> **Exercise**
Leaving the pictures aside, return the listing exactly as it appears.

> **Dataset**

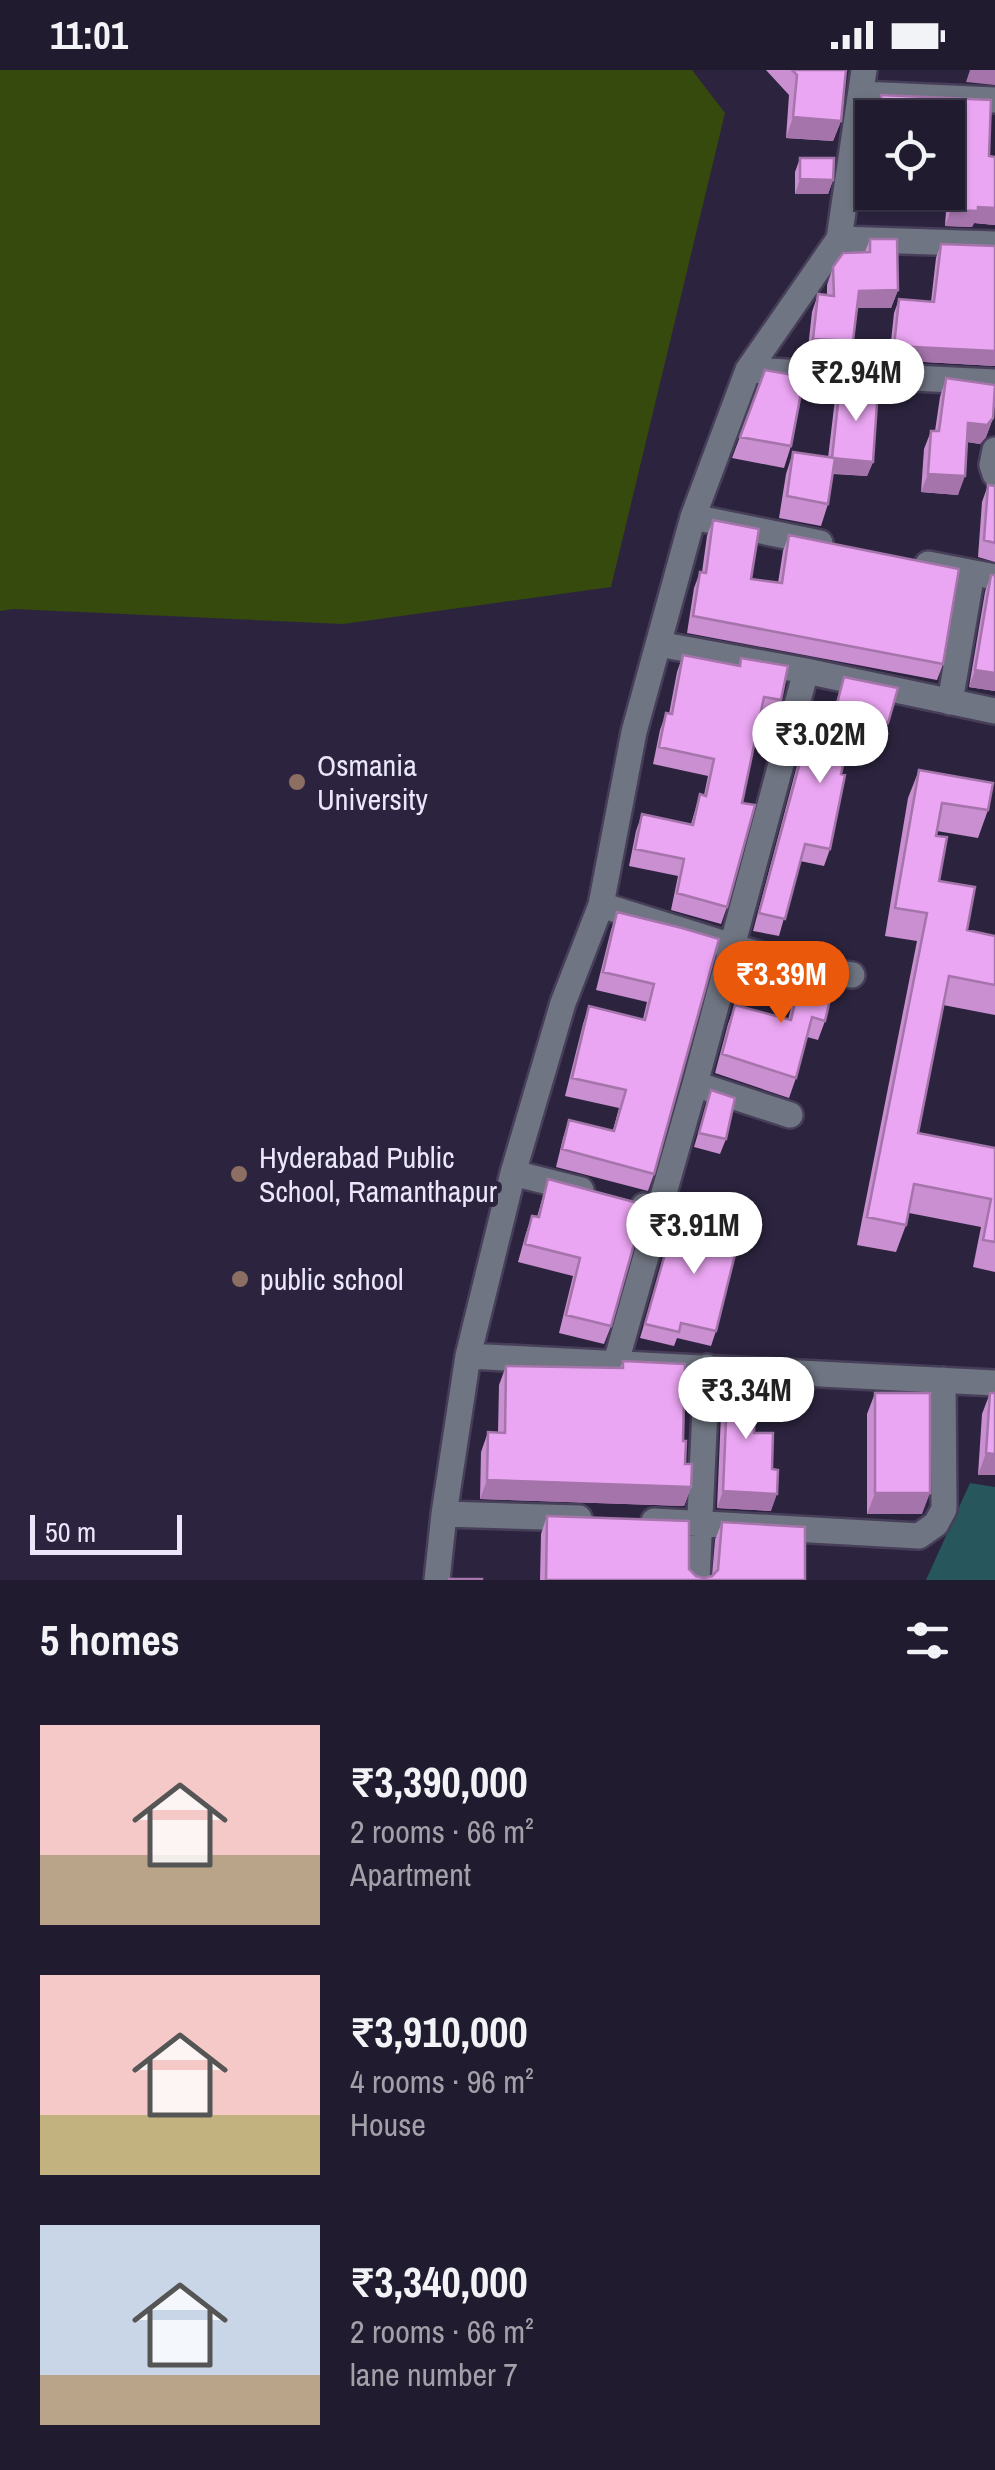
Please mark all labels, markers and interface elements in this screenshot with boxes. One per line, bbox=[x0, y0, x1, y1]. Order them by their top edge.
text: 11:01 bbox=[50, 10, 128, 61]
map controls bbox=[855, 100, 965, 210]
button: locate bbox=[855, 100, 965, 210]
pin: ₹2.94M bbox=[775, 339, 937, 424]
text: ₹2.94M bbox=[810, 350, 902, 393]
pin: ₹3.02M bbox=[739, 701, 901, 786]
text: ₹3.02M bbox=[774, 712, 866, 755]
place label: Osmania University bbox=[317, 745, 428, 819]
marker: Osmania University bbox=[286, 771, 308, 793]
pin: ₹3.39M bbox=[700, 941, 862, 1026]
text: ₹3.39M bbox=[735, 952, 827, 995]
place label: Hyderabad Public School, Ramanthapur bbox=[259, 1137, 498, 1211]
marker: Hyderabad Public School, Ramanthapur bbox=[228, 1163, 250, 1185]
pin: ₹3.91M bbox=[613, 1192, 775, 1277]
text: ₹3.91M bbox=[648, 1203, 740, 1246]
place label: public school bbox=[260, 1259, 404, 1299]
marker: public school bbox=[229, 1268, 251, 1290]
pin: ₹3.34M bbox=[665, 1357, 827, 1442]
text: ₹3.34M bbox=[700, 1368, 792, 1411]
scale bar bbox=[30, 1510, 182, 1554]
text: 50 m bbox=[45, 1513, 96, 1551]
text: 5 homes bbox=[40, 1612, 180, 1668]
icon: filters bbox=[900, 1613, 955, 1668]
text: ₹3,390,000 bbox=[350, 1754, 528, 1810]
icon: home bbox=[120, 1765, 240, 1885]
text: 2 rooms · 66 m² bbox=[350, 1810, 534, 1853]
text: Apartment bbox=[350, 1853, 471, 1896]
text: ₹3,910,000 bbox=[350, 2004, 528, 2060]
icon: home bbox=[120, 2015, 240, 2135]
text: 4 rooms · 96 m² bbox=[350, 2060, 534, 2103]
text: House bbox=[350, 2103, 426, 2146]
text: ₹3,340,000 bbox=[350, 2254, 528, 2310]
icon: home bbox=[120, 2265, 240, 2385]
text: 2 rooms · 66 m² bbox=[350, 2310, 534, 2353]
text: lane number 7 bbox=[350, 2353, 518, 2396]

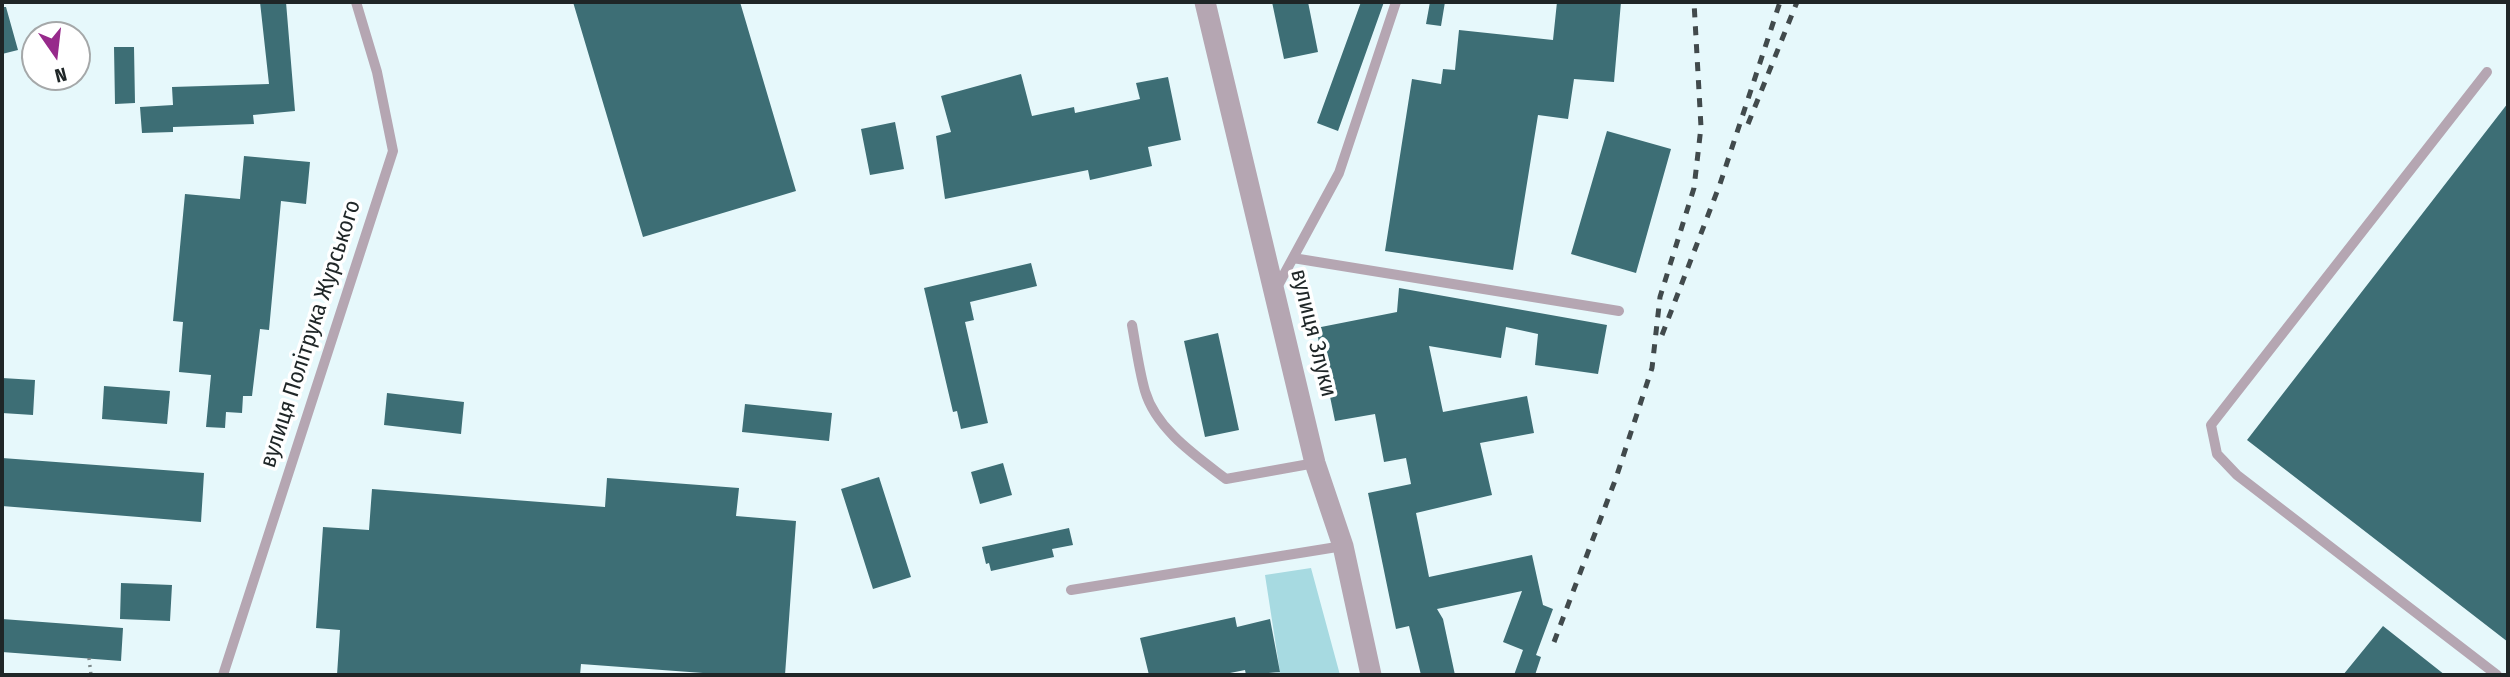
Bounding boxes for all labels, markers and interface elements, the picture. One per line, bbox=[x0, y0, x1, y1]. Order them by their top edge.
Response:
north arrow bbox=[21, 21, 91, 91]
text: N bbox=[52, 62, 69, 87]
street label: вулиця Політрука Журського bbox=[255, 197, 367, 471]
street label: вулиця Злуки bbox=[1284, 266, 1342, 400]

> **Exercise output**
Please mark all labels, markers and interface elements in this screenshot with boxes. One per line, bbox=[x0, y0, x1, y1]. Order them by their top edge.
text: 11:01 bbox=[50, 10, 128, 61]
map controls bbox=[855, 100, 965, 210]
button: locate bbox=[855, 100, 965, 210]
pin: ₹2.94M bbox=[775, 339, 937, 424]
text: ₹2.94M bbox=[810, 350, 902, 393]
pin: ₹3.02M bbox=[739, 701, 901, 786]
text: ₹3.02M bbox=[774, 712, 866, 755]
place label: Osmania University bbox=[317, 745, 428, 819]
marker: Osmania University bbox=[286, 771, 308, 793]
pin: ₹3.39M bbox=[700, 941, 862, 1026]
text: ₹3.39M bbox=[735, 952, 827, 995]
place label: Hyderabad Public School, Ramanthapur bbox=[259, 1137, 498, 1211]
marker: Hyderabad Public School, Ramanthapur bbox=[228, 1163, 250, 1185]
pin: ₹3.91M bbox=[613, 1192, 775, 1277]
text: ₹3.91M bbox=[648, 1203, 740, 1246]
place label: public school bbox=[260, 1259, 404, 1299]
marker: public school bbox=[229, 1268, 251, 1290]
pin: ₹3.34M bbox=[665, 1357, 827, 1442]
text: ₹3.34M bbox=[700, 1368, 792, 1411]
scale bar bbox=[30, 1510, 182, 1554]
text: 50 m bbox=[45, 1513, 96, 1551]
text: 5 homes bbox=[40, 1612, 180, 1668]
icon: filters bbox=[900, 1613, 955, 1668]
text: ₹3,390,000 bbox=[350, 1754, 528, 1810]
icon: home bbox=[120, 1765, 240, 1885]
text: 2 rooms · 66 m² bbox=[350, 1810, 534, 1853]
text: Apartment bbox=[350, 1853, 471, 1896]
text: ₹3,910,000 bbox=[350, 2004, 528, 2060]
icon: home bbox=[120, 2015, 240, 2135]
text: 4 rooms · 96 m² bbox=[350, 2060, 534, 2103]
text: House bbox=[350, 2103, 426, 2146]
text: ₹3,340,000 bbox=[350, 2254, 528, 2310]
icon: home bbox=[120, 2265, 240, 2385]
text: 2 rooms · 66 m² bbox=[350, 2310, 534, 2353]
text: lane number 7 bbox=[350, 2353, 518, 2396]

Bounding boxes for all labels, markers and interface elements, the picture. One per line, bbox=[x0, y0, x1, y1]. Order them by their top edge.
Response:
north arrow bbox=[21, 21, 91, 91]
text: N bbox=[52, 62, 69, 87]
street label: вулиця Політрука Журського bbox=[255, 197, 367, 471]
street label: вулиця Злуки bbox=[1284, 266, 1342, 400]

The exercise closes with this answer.